• TASK GOAL: Images excluded, reproduce each line of the records exactly as it stands.

Stored data
********************
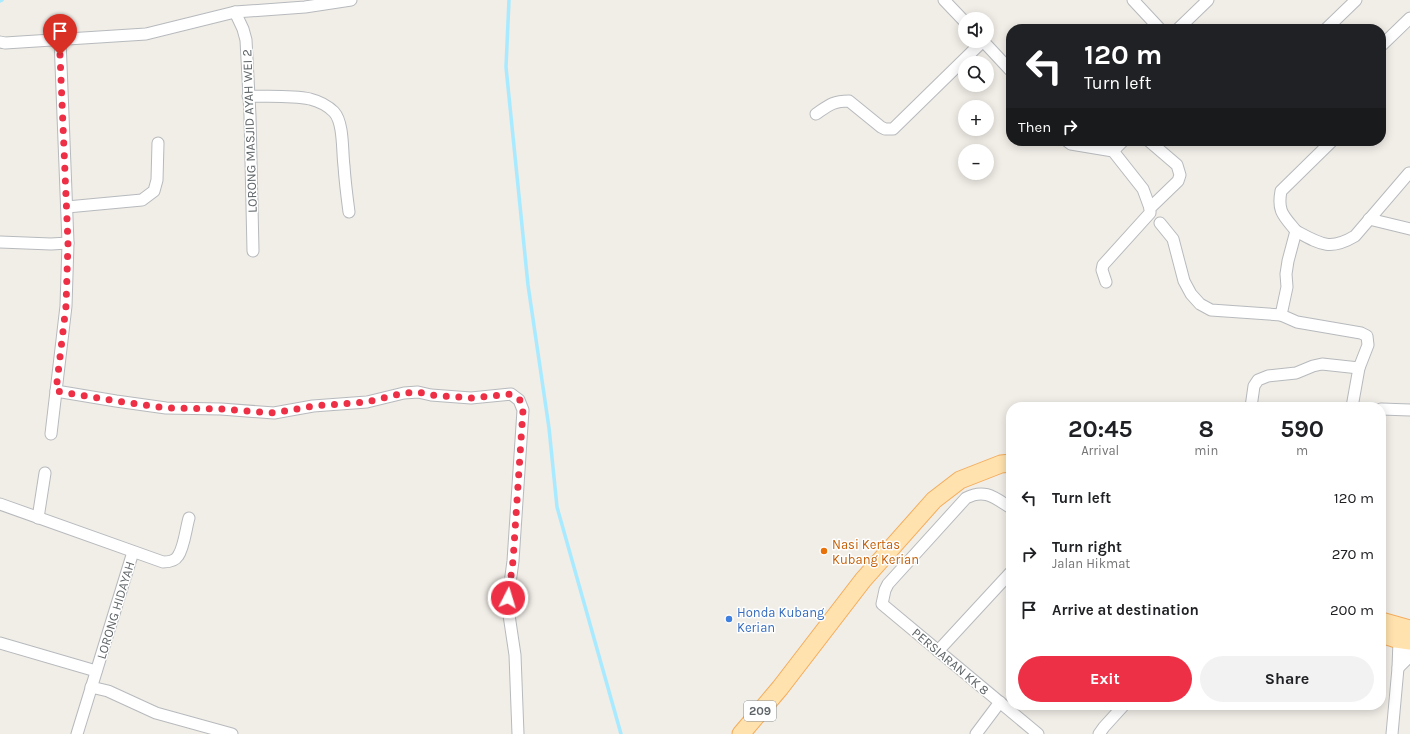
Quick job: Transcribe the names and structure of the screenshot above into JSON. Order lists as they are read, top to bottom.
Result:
{
  "streets": {
    "main road": ["209"],
    "street": ["LORONG MASJID AYAH WEI 2", "LORONG HIDAYAH", "PERSIARAN KK 8"]
  },
  "places": ["Nasi Kertas Kubang Kerian", "Honda Kubang Kerian"],
  "page": {
    "map_buttons": ["+", "−"],
    "turn": ["120 m", "Turn left"],
    "then": "Then",
    "eta": [
      "20:45",
      "Arrival",
      "8",
      "min",
      "590",
      "m"
    ],
    "list": [
      {
        "name": "Turn left",
        "value": "120 m"
      },
      {
        "name": "Turn right",
        "note": "Jalan Hikmat",
        "value": "270 m"
      },
      {
        "name": "Arrive at destination",
        "value": "200 m"
      }
    ],
    "buttons": ["Exit", "Share"]
  }
}
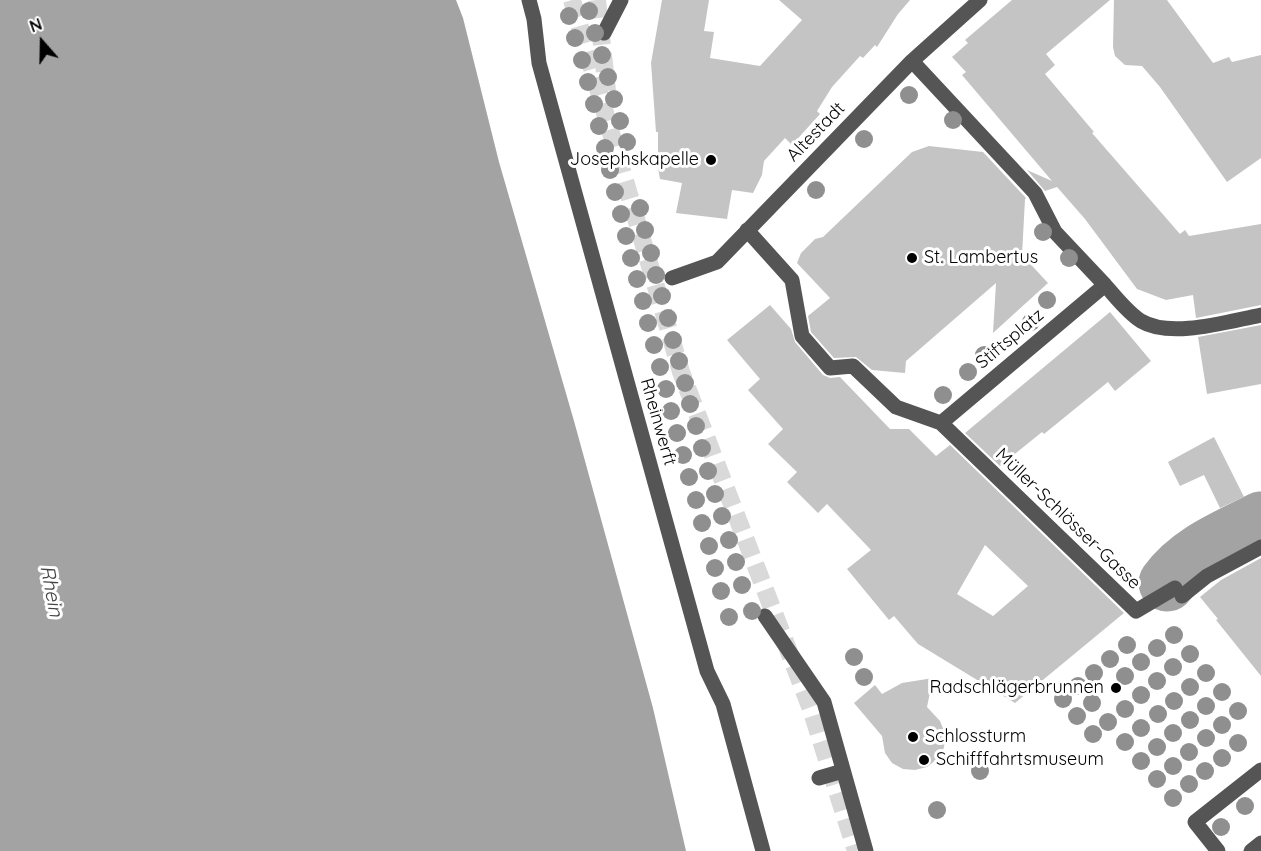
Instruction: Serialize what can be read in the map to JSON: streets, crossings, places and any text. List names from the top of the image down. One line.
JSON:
{"streets":{"street":["Altestadt","Stiftsplatz","Rheinwerft","Müller-Schlösser-Gasse"]},"crossings":[["Stiftsplatz","Müller-Schlösser-Gasse"]],"water":["Rhein"],"places":["Josephskapelle","St. Lambertus","Radschlägerbrunnen","Schlossturm","Schifffahrtsmuseum"],"north":"top"}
********************
• SOLUTION TO THIS TASK:
Quick job: Transcribe the names and structure of the screenshot above into JSON. Order lists as they are read, top to bottom.
Result:
{
  "streets": {
    "main road": ["209"],
    "street": ["LORONG MASJID AYAH WEI 2", "LORONG HIDAYAH", "PERSIARAN KK 8"]
  },
  "places": ["Nasi Kertas Kubang Kerian", "Honda Kubang Kerian"],
  "page": {
    "map_buttons": ["+", "−"],
    "turn": ["120 m", "Turn left"],
    "then": "Then",
    "eta": [
      "20:45",
      "Arrival",
      "8",
      "min",
      "590",
      "m"
    ],
    "list": [
      {
        "name": "Turn left",
        "value": "120 m"
      },
      {
        "name": "Turn right",
        "note": "Jalan Hikmat",
        "value": "270 m"
      },
      {
        "name": "Arrive at destination",
        "value": "200 m"
      }
    ],
    "buttons": ["Exit", "Share"]
  }
}
Instruction: Serialize what can be read in the map to JSON: streets, crossings, places and any text. List names from the top of the image down. One line.
JSON:
{"streets":{"street":["Altestadt","Stiftsplatz","Rheinwerft","Müller-Schlösser-Gasse"]},"crossings":[["Stiftsplatz","Müller-Schlösser-Gasse"]],"water":["Rhein"],"places":["Josephskapelle","St. Lambertus","Radschlägerbrunnen","Schlossturm","Schifffahrtsmuseum"],"north":"top"}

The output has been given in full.